The main objective of the Central Bank of Mexico, also known as Banxico, is to maintain inflation at low and stable levels (in or close to its 3%target, the midpoint of a tolerance band between 2%and 4%). To do this, the bank establishes an adequate level of interest rates. When inflation is too high, Banxico will try to control it by raising interest rates, which makes the indebtedness of homes and companies more cooling, thus cooling the demand and the economy in general. The highest interest rates are generally positive for Mexican weight (MXN), since they lead to higher yields, which makes the country a more attractive place for investors. On the contrary, lower interest rates tend to weaken the MXN.
The publication of macroeconomic data is key to evaluating the state of the economy and can have an impact on the valuation of the Mexican weight (MXN). A strong Mexican economy, based on high economic growth, low unemployment and high confidence is good for MXN. Not only attracts more foreign investment, but it can encourage the Bank of Mexico (Banxico) to increase interest rates, particularly if this fortress is accompanied by high inflation. However, if the economic data is weak, the MXN is likely to depreciate.

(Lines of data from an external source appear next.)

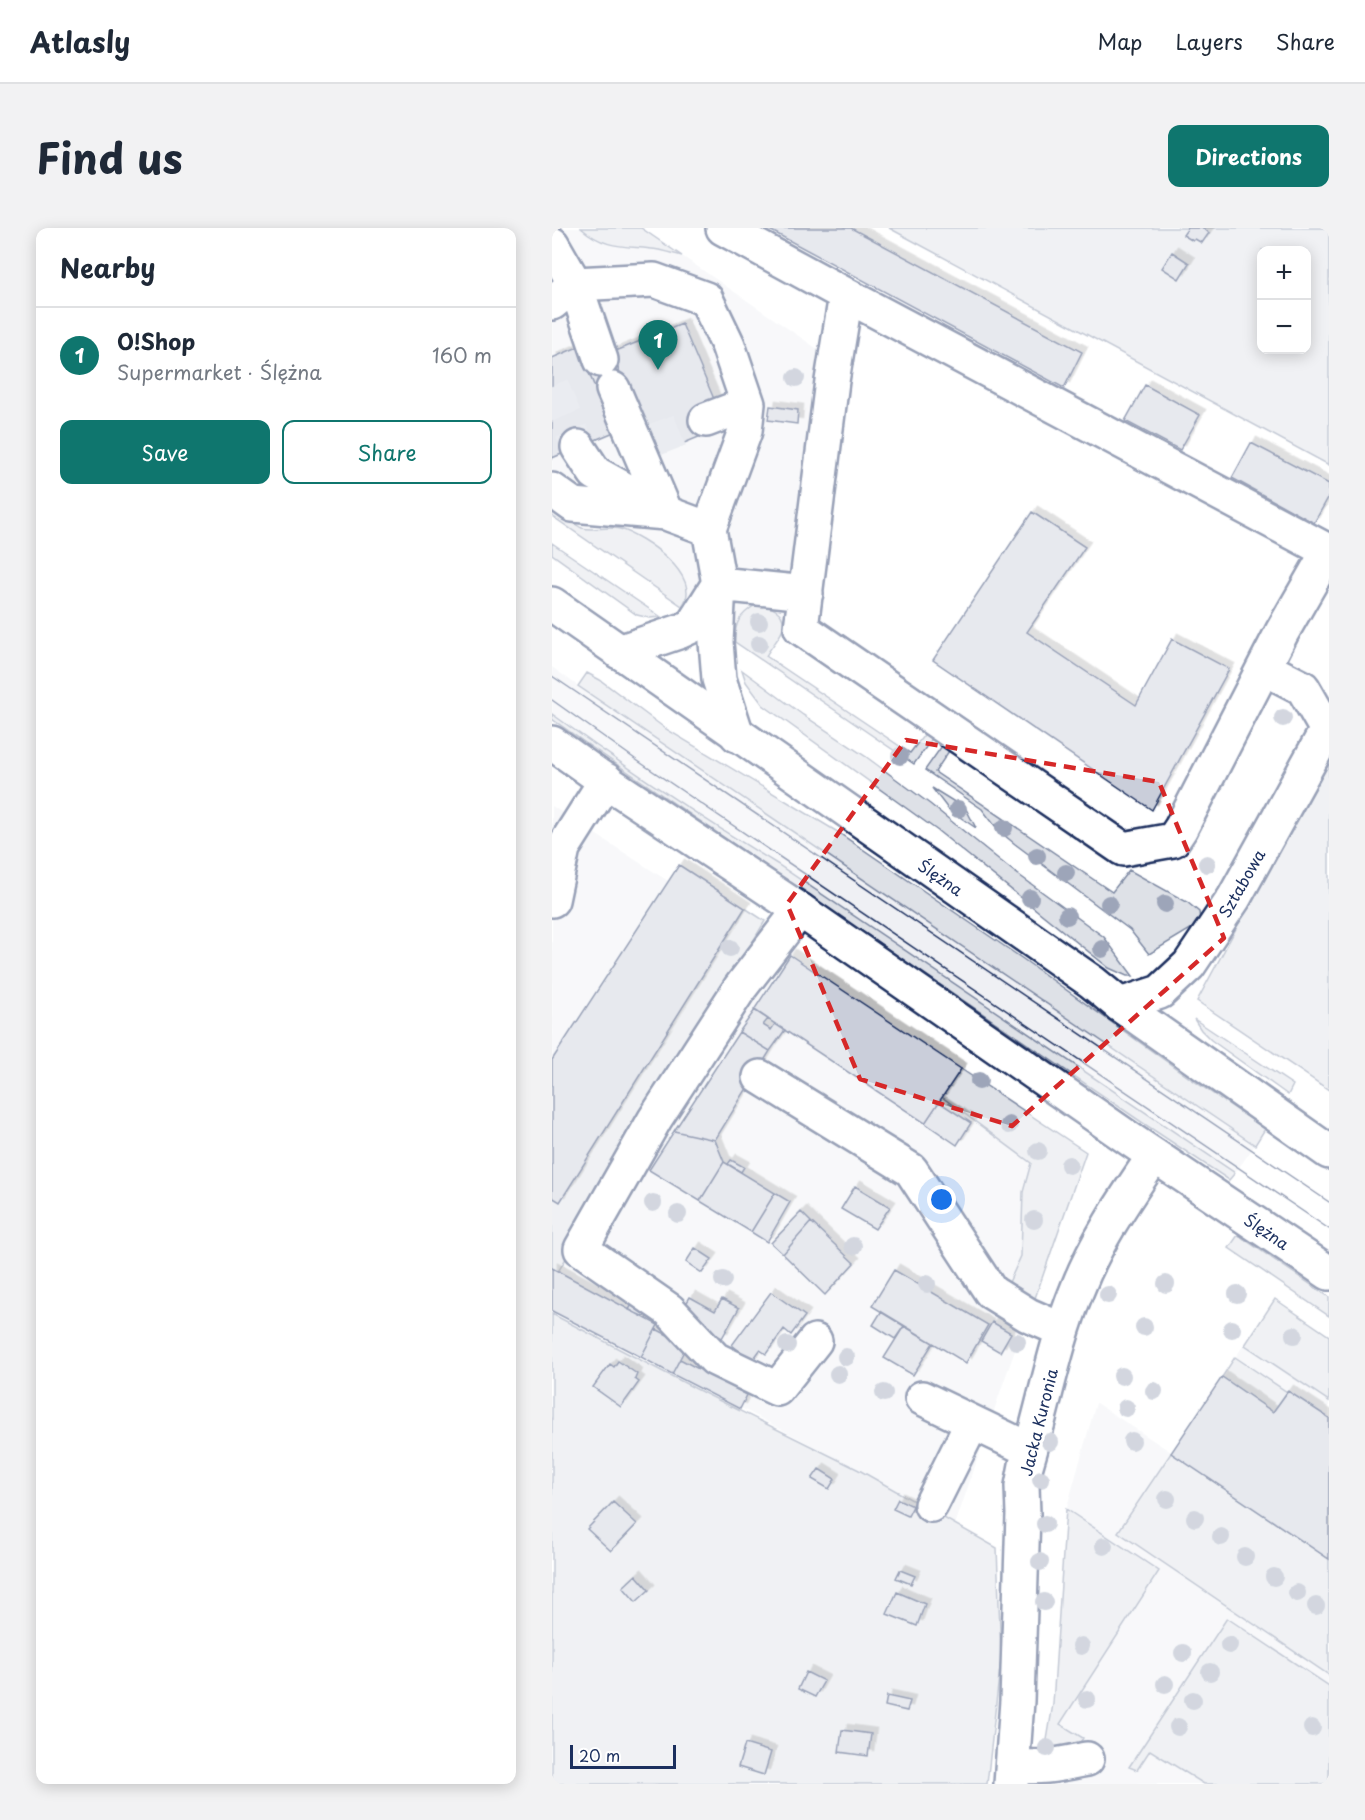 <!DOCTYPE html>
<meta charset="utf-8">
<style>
:root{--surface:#fff;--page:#f2f2f3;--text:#1f2937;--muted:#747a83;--line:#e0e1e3;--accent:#0f766e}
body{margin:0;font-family:"Playpen Sans",sans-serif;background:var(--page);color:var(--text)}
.controls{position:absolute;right:18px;top:18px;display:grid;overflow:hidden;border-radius:12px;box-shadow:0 3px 15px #0003}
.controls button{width:54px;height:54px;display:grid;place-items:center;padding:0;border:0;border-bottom:2px solid var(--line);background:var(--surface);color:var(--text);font:30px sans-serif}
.scale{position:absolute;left:18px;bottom:15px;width:106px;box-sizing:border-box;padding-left:6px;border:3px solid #1b2f5e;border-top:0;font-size:16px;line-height:21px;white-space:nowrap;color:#1b2f5e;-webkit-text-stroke:4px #fff;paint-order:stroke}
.you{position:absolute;left:390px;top:972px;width:21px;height:21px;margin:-15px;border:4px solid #fff;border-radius:50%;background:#1a73e8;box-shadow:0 0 0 9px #1a73e833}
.badge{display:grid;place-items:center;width:39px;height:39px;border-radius:50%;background:var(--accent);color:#fff;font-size:20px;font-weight:700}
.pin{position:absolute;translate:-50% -50px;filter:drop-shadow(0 2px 3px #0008)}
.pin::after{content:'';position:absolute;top:32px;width:21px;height:18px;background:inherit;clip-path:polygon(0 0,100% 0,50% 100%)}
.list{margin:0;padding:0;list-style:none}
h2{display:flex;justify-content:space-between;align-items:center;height:78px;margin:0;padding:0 24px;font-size:26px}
h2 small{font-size:20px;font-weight:400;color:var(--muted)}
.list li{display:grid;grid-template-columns:39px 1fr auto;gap:18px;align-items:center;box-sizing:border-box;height:96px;padding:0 24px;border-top:2px solid var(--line)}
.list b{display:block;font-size:22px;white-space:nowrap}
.list p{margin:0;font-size:20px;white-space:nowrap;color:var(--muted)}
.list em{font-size:20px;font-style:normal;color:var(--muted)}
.actions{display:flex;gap:12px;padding:18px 24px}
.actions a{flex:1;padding:14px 0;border:2px solid var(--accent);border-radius:12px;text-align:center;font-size:21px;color:var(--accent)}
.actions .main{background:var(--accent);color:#fff}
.map{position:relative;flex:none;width:777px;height:1556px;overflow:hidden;border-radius:12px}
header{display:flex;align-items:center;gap:36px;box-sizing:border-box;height:84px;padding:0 30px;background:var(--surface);border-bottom:2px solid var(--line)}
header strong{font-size:28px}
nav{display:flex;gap:33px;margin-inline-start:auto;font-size:21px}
.intro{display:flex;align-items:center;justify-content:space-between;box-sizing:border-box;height:144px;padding:0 36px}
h1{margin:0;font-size:42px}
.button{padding:15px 27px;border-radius:12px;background:var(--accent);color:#fff;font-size:21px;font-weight:700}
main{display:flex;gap:36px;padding:0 36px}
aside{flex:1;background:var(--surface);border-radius:12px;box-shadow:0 3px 15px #0003}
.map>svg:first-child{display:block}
</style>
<header>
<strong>Atlasly</strong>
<nav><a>Map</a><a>Layers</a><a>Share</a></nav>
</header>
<div class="intro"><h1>Find us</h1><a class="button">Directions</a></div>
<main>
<aside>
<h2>Nearby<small></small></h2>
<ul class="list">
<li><span class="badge">1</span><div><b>O!Shop</b><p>Supermarket · Ślężna</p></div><em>160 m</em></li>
</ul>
<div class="actions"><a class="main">Save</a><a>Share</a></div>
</aside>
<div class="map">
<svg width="777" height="1556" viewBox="0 0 777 1556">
<defs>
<filter id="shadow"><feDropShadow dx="5.5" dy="-5.5" stdDeviation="0" flood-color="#0004"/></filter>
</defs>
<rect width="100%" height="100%" fill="#fff"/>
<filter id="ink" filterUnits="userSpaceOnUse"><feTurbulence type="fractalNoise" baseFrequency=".0167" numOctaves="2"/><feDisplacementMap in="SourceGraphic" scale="12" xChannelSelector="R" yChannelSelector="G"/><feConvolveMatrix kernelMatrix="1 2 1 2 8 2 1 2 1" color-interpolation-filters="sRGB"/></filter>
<g filter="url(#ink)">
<path fill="#eff0f4" d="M0,0h29l7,6 26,12 45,4 23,6 137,94 -26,210 -11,71 -17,25 -80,-54 3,-11 -2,-9 -7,-12 -35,-30 -28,-12h-35l-29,-22z
M0,439l26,19 677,459 -20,28 -458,-309 -61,-37 -107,-72 -57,-41z
M0,578l116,75 11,-16 66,43 45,47 296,197 -83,232 -48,141 -96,-55 -307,-161z
M723,1071l54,37v448h-289l13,-80 13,-193 30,-108 75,49z"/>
<path fill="#dee1e7" stroke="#7c88a2" stroke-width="1.5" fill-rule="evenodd" d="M29,0h60l41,28c-7,-2 -15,-4 -23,-6 -31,-5 -52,1 -78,-22z
M337,0h440v237zM710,22h44v100h-44z
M0,278c7,5 22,19 30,22 12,3 26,-2 38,1 23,6 85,48 62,77l-130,-90z
M0,315l109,74 -11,1 -13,-3 -85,-61z
M203,377c15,0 33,6 27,26 -3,8 -12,17 -16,25l144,97 17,-22 7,5 -20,28 -179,-122c-1,-19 5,-27 20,-37z
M190,442l61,45 62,41 65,48 82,66 92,67 29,39h-6l-18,-8 -171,-137 -175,-126 -17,-23z
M35,445l13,7 66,49 170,102 187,128 168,120 74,50 -10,16 -677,-459z
M0,486c73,53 148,103 225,150l458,309 -6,7 -89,-59 -553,-377 -35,-25z
M392,515l7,5 -16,24 177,120 17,-22 58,32 12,10 1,8 -6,7 -45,27 -19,-24 -115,-86 -16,-13 -17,-22 -57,-39z
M777,528v334l-132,-89z
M380,560l34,21 10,19 -28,-19z
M193,680l20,13 -207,351 -6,-4v-71l8,4z
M642,791l99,66 -5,10 -77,-55 -10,-10z
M409,841l125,83 -53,152 -27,-15 15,-33 2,-64 8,-29 -89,-66z
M686,1007l91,62v19l-100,-68z
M723,1071l54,37v65l-84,-56z
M0,1086l152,79 155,77 138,78 4,110 -14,126h-435z
M683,1129l52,35 -14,20 -51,-35z
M619,1225l158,106v116l-211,-143z
M514,1281l93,62 -99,153 23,14 -4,6 -34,8 8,-48z
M675,1390l102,68v98h-125l-54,-34 -13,20 -8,-3z"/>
<path fill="#caceda" stroke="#1b2f5e" stroke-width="1.5" filter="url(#shadow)" d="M214,0h85l231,124 -18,36z
M636,0h15l6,5 -7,10 -7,-4 -2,2 -10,-6z
M620,24l17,11 -10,16 -17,-11z
M130,96l32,75 -3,33 -56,23 -44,-102z
M26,119l36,85 -62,26v-100z
M61,128l12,28 -27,11 -12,-29z
M593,157l55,30 -20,35 -55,-29z
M218,178l28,4 -1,14 -29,-4z
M699,215l78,41v12l-15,27 -82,-45z
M480,284l53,35 -58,85 109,73 36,-66 57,30 -77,141 -219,-150z
M127,637l66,43 -185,294 -8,-5v-137z
M238,727l171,114 -36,54 -171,-113z
M203,782l13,9 -5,6 8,5 4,-6 10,6 -15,21 -31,-19z
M187,804l31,19 -55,89 -41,-9z
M387,874l32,21 -14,22 -32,-22z
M122,903l41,9 9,22 -24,39 -51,-31z
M179,932l13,7 -3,5 -13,-8z
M172,934l51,31 -24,39 -51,-31z
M303,958l35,21 -15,22 -34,-20z
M223,965l15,9 -23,40 -16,-10z
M249,984l10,10 -28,32 -12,-11z
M259,994l43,41 -29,32 -42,-41z
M143,1020l17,11 -10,14 -16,-11z
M0,1040l106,57 -17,32 -89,-46z
M342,1042l94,55 -22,38 -94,-57z
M219,1064l34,24 -14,19 -7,-6 -18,25 -6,-4 -8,11 -20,-16z
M138,1069l25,14 7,-12 17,9 -17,30 -42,-24z
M83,1071l14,8 -5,10 -15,-7z
M329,1084l23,14 -9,13 -22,-14z
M440,1094l19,11 -11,19 -19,-11z
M352,1098l29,17 -20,32 -29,-17z
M104,1101l31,16 -15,29 -31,-17z
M128,1131l67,36 -7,14 -68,-35z
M66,1133l19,13 -2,5 4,3 -18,25 -28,-20 17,-23 4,3z
M670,1149l51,35 15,-21 41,27v141l-158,-106z
M267,1241l16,10 -6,10 -17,-10z
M346,1271l15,7 -5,10 -15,-7z
M61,1274l24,22 -26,27 -24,-22z
M348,1342l15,6 -4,8 -15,-6z
M84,1347l13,15 -13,12 -13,-15z
M345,1364l28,12 -8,22 -30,-12z
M254,1444l18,9 -9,16 -17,-8z
M335,1468l23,5 -3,10 -22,-5z
M290,1502l29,4 -3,22 -29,-4z
M193,1516l26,8 -7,23 -26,-8z"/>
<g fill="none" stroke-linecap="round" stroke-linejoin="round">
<path stroke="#d1d5df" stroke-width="33" stroke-dasharray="33 16" stroke-linecap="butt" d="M0,158l26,61
M97,214l57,-22"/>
<defs>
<path id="minor" d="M171,0l123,67 -14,86 -31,247 322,221 50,-9 8,-12 101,-196 47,-82
M0,16l23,40 79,-4 52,19 22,46 20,59 -3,27 -36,98 10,55 -3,58 3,37 18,56
M294,67l482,256
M0,75l23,-19 26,76
M61,161l53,124
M154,192l42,-16
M26,219l17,26 63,35
M0,262l21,15 93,8 43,16
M167,356l87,9
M67,424l62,-21 11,-5 26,-41
M712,440l39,20 24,42
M0,672l11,-52 43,-68
M248,682l-60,78 -85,131 -74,130 88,61 46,49 62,30 38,-48
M568,777l40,-13 29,-27 45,-67 95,-172
M208,849l151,93 80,122 37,23 34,15
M370,1170l108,52
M379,1277l41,-82
M461,1537c25,5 49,-1 74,-6
M459,1556l6,-83 6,-187 -1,-28 4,-21c18,-58 28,-119 51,-175 19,-49 48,-91 77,-134"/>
<path id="major" d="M0,376l540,378 28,23 209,147
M0,515l45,32 203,135 331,230 198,133"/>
</defs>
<use href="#minor" stroke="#1b2f5e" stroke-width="38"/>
<use href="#major" stroke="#1b2f5e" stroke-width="38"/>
<use href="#minor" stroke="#fff" stroke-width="33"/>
<use href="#major" stroke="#fff" stroke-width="33"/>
<path stroke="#1b2f5e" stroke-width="1.5" d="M0,448l777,526
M0,472l83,59 694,470"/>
</g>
<g fill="#9da5b9">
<circle cx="244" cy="150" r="9"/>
<circle cx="207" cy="394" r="9"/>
<circle cx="207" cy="416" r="9"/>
<circle cx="731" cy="490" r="9"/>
<circle cx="348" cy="528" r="9"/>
<circle cx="406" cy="581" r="9"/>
<circle cx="452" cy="600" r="9"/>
<circle cx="485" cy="628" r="9"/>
<circle cx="655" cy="636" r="9"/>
<circle cx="514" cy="645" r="9"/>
<circle cx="478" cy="670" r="9"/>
<circle cx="557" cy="676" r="9"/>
<circle cx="613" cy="676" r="9"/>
<circle cx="515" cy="688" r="9"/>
<circle cx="178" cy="720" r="9"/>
<circle cx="550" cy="721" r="9"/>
<circle cx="427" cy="853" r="9"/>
<circle cx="457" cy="897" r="9"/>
<circle cx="486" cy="923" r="9"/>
<circle cx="517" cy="937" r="9"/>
<circle cx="101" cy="975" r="9"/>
<circle cx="126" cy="986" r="9"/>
<circle cx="482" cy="992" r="9"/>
<circle cx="301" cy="1018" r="9"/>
<circle cx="171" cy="1052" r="9"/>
<circle cx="375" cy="1056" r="9"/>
<circle cx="614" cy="1056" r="9"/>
<circle cx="685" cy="1066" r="9"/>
<circle cx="556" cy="1067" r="9"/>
<circle cx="592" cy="1099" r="9"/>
<circle cx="680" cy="1101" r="9"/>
<circle cx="742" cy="1107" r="9"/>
<circle cx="465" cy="1114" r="9"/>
<circle cx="235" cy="1117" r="9"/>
<circle cx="294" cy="1129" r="9"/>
<circle cx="286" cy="1146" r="9"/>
<circle cx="570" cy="1148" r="9"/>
<circle cx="602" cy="1163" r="9"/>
<circle cx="332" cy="1165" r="9"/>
<circle cx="574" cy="1180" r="9"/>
<circle cx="580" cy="1213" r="9"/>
<circle cx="498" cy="1214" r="9"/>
<circle cx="489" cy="1251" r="9"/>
<circle cx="615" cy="1271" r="9"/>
<circle cx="643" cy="1290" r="9"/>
<circle cx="493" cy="1296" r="9"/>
<circle cx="669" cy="1309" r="9"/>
<circle cx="552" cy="1318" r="9"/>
<circle cx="693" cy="1329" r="9"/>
<circle cx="488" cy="1334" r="9"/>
<circle cx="722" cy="1349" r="9"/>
<circle cx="745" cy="1365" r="9"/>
<circle cx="492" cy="1374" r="9"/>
<circle cx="764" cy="1378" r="9"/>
<circle cx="677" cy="1417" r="9"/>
<circle cx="529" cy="1418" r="9"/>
<circle cx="631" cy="1425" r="9"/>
<circle cx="658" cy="1444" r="9"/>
<circle cx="613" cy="1456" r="9"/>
<circle cx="535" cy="1471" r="9"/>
<circle cx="641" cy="1472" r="9"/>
<circle cx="626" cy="1499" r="9"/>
<circle cx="760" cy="1500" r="9"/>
<circle cx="495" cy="1520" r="9"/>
</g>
</g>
<path d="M0 0H777V1556H0ZM354,512l253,42 65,156 -212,188 -152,-47 -73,-175z" fill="#fff" fill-opacity=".55" fill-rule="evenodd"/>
<path fill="none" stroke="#d62828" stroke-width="4.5" stroke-dasharray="12 8" stroke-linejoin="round" d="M354,512l253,42 65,156 -212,188 -152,-47 -73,-175z"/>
<g text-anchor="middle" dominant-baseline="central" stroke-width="6" stroke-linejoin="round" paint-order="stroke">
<g font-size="16" fill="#1b2f5e" stroke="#fff">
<text transform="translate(389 649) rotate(35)">Ślężna</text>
<text transform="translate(689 655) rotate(-60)">Sztabowa</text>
<text transform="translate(715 1003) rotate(34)">Ślężna</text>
<text transform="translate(486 1194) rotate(-76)">Jacka Kuronia</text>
</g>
</g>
</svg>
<div class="controls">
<button>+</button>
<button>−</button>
</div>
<div class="scale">20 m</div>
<div class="you"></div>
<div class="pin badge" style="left:106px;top:142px">1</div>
</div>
</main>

As an emerging market currency, the Mexican weight (MXN) tends to rise for periods of risk, or when investors perceive that the general market risks are low and, therefore, are eager to participate in investments that carry a higher risk. On the contrary, the MXN tends to weaken at times of market turbulence or economic uncertainty, since investors tend to sell higher risk assets and flee to the most stable safe shelters.
Source: Fx Street

I am Joshua Winder, a senior-level journalist and editor at World Stock Market. I specialize in covering news related to the stock market and economic trends. With more than 8 years of experience in this field, I have become an expert in financial reporting.